Has anyone else had trouble with the LinkStation Quad?

 

I bought two 4TB units in 9-9-09, intending to use one as my primary photo storage device and the second as a backup. In January I had to replace a defective disk in my primary device. It continued to give me problems and the entire unit was eventually replaced. In April the fan quit in my backup unit, rendering drive two inoperable. That unit was also replaced. It's been operation for maybe two weeks. Today the backup drive experienced a problem--during a backup--with drive three and turned itself off.  I am currently rebuilding the raid array to see if this fixes this problem.

 

My concern is that I really shouldn't be experiencing these types of problems. I understand that drives go bad and that's why I opted for the RAID arrays. But I've had both units fail (not the drives, the unit itself), leaving my photos without a backup. Could there be a problem with the quality/design of the Linkstation Quad? A temporary lapse of quality control? Or am I just unlucky?
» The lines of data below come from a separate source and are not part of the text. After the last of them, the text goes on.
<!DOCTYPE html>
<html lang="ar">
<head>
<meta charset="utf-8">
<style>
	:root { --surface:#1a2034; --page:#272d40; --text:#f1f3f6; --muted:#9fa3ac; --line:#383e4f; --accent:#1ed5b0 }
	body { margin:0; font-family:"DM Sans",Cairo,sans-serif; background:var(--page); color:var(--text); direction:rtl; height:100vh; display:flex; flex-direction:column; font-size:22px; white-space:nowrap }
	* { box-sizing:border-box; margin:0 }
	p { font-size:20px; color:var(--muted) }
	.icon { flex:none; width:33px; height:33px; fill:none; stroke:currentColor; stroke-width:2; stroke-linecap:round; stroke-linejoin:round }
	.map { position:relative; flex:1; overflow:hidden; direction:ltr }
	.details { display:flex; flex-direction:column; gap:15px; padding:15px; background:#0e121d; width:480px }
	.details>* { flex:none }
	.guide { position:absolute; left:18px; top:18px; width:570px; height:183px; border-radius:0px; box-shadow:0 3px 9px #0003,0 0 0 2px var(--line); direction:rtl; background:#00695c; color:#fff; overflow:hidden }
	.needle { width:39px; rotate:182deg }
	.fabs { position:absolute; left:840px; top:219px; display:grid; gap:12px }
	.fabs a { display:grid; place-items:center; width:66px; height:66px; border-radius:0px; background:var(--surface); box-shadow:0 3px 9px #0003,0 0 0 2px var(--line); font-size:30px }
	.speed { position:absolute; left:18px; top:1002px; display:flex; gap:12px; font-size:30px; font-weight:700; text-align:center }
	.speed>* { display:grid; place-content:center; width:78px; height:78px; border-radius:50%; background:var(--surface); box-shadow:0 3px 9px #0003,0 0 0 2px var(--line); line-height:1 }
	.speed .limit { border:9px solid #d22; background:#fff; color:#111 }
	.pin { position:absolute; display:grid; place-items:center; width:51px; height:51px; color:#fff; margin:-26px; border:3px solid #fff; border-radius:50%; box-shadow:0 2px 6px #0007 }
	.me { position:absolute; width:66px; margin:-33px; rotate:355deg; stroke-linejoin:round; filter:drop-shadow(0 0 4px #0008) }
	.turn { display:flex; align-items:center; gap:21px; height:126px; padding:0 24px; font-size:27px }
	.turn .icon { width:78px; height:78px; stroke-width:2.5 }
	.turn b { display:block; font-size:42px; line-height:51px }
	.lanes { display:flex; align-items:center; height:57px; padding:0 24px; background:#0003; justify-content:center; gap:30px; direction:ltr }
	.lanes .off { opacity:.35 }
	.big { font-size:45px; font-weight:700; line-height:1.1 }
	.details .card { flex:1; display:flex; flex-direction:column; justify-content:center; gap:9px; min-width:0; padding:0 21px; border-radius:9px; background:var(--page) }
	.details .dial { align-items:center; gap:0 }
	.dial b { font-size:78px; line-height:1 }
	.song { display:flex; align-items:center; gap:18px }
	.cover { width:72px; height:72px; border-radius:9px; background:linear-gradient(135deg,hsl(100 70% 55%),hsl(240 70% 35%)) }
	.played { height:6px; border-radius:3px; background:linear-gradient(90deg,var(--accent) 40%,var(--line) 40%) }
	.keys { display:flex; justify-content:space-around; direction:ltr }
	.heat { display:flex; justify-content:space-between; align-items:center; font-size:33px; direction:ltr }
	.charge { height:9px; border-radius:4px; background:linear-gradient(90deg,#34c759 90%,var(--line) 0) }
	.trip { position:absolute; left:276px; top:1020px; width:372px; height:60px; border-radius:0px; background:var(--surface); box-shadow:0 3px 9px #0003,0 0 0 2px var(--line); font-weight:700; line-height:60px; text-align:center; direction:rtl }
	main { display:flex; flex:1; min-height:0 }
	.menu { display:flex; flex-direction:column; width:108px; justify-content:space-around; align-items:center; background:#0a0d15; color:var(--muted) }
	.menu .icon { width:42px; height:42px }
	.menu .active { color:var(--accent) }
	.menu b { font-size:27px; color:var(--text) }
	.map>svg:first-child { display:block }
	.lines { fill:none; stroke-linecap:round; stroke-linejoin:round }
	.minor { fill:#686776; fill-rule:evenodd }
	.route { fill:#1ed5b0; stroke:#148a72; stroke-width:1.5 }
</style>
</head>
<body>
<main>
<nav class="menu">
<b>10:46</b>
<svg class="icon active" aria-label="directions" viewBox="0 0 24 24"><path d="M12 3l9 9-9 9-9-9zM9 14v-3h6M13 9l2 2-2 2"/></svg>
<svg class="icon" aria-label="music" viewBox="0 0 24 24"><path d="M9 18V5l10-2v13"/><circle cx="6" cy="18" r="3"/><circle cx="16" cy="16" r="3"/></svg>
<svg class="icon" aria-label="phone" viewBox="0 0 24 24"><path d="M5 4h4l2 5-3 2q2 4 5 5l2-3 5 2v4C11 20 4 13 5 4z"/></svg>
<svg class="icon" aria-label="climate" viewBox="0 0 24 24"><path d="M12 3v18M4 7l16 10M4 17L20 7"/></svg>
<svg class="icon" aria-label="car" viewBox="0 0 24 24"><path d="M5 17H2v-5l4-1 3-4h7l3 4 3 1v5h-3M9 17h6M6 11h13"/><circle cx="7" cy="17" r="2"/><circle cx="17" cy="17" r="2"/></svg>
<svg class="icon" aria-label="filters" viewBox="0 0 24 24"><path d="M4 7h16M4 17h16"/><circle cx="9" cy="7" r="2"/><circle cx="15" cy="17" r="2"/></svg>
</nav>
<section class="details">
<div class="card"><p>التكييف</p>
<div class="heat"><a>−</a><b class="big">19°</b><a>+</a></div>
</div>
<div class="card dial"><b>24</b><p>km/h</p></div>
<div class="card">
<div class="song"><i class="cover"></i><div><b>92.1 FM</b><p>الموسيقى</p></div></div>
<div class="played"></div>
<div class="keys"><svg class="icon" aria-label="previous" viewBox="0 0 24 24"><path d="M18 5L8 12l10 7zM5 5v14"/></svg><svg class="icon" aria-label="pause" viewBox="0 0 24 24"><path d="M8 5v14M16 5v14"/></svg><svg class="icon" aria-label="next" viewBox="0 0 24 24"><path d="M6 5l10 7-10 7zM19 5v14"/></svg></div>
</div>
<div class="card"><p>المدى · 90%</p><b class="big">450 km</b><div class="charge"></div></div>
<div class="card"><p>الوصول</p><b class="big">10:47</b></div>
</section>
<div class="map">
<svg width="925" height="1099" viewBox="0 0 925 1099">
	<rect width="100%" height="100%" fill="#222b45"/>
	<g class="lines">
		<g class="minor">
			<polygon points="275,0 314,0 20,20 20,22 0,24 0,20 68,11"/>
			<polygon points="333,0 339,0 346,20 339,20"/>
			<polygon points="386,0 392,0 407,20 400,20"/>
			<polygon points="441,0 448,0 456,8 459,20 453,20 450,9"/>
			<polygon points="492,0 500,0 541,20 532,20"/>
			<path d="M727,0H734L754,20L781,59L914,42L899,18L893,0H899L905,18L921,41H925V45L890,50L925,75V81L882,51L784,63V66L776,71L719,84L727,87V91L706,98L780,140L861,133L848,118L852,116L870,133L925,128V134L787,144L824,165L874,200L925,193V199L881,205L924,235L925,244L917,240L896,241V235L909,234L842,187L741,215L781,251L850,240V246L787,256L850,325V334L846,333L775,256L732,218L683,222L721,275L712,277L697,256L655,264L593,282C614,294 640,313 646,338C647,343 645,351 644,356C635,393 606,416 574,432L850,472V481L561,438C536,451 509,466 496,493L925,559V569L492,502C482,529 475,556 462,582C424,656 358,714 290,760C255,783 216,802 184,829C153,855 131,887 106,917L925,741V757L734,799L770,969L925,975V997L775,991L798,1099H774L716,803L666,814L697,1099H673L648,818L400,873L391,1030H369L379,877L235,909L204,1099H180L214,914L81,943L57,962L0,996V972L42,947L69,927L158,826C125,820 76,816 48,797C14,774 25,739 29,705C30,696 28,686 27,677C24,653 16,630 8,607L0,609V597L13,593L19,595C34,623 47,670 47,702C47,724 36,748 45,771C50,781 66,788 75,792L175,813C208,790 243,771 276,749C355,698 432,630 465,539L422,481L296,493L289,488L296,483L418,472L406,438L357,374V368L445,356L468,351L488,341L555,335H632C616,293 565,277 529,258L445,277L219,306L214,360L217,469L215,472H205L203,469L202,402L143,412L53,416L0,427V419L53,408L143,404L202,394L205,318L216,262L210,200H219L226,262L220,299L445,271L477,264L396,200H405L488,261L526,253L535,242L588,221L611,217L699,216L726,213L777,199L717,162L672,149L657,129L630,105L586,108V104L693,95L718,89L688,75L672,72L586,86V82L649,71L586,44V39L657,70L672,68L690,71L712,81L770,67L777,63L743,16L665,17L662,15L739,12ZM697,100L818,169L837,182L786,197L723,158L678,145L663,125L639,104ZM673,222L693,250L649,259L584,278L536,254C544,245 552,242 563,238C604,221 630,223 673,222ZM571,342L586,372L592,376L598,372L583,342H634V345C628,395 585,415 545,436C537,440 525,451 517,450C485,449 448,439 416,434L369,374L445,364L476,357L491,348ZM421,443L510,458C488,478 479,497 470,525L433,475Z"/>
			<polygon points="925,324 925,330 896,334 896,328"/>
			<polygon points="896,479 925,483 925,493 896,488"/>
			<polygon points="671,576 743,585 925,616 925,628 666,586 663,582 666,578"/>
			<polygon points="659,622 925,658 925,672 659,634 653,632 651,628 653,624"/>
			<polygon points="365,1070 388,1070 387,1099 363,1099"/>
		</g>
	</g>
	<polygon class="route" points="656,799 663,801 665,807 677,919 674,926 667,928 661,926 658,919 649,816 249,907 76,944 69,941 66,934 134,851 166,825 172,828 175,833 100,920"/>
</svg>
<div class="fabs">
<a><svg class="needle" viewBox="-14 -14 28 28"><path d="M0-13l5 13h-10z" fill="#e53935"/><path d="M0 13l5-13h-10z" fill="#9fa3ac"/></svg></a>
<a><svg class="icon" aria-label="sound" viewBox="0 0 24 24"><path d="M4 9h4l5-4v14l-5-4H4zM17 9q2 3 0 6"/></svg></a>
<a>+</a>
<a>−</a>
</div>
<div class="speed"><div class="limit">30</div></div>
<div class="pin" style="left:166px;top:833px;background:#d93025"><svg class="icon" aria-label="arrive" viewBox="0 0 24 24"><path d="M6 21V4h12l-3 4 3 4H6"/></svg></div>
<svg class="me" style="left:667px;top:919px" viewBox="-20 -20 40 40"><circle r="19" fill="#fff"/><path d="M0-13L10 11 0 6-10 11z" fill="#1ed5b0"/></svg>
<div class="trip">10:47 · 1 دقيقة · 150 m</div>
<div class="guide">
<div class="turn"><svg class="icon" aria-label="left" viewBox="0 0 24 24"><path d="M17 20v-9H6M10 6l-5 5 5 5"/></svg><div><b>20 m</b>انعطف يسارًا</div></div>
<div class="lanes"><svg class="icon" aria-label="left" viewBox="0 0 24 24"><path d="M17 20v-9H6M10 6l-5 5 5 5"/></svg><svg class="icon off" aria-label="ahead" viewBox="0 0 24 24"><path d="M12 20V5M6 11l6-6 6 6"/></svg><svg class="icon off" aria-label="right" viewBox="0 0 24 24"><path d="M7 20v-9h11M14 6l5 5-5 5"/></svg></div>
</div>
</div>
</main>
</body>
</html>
I'm thinking I will need to buy another drive of some sort to backup my backup so I'm covered when the next failure occurs.

 

I just wonder if other people are having the same types of problems.


tsammyc

   

I don't trust NAS in general as they are all quite fragile devices compared to say a real file server. If you read the internet, its not just Buffalo products that are failing, but QNAP, Thecus etc.I also don't trust RAID 5 because of the need to rebuild a failed array and the rebuild can fail. For my Quad, I run RAID 1, which is just a 1:1 mirroring. If you have four HDD, you will have two shares. One for disk 1&2 and the other share for disk 3&4. That way, when a HDD goes down, any surviving drive should still boot by itself in an empty NAS and be acessible. Second, I backup changed files to an external USB drive once a week. That way if my Quad fails, I can still access the files off the USB drive (with some Linux drivers for Windows). I don't backup across the network, because I found that to be complicated and fragile. USB drives are usually quite robust compared to a NAS.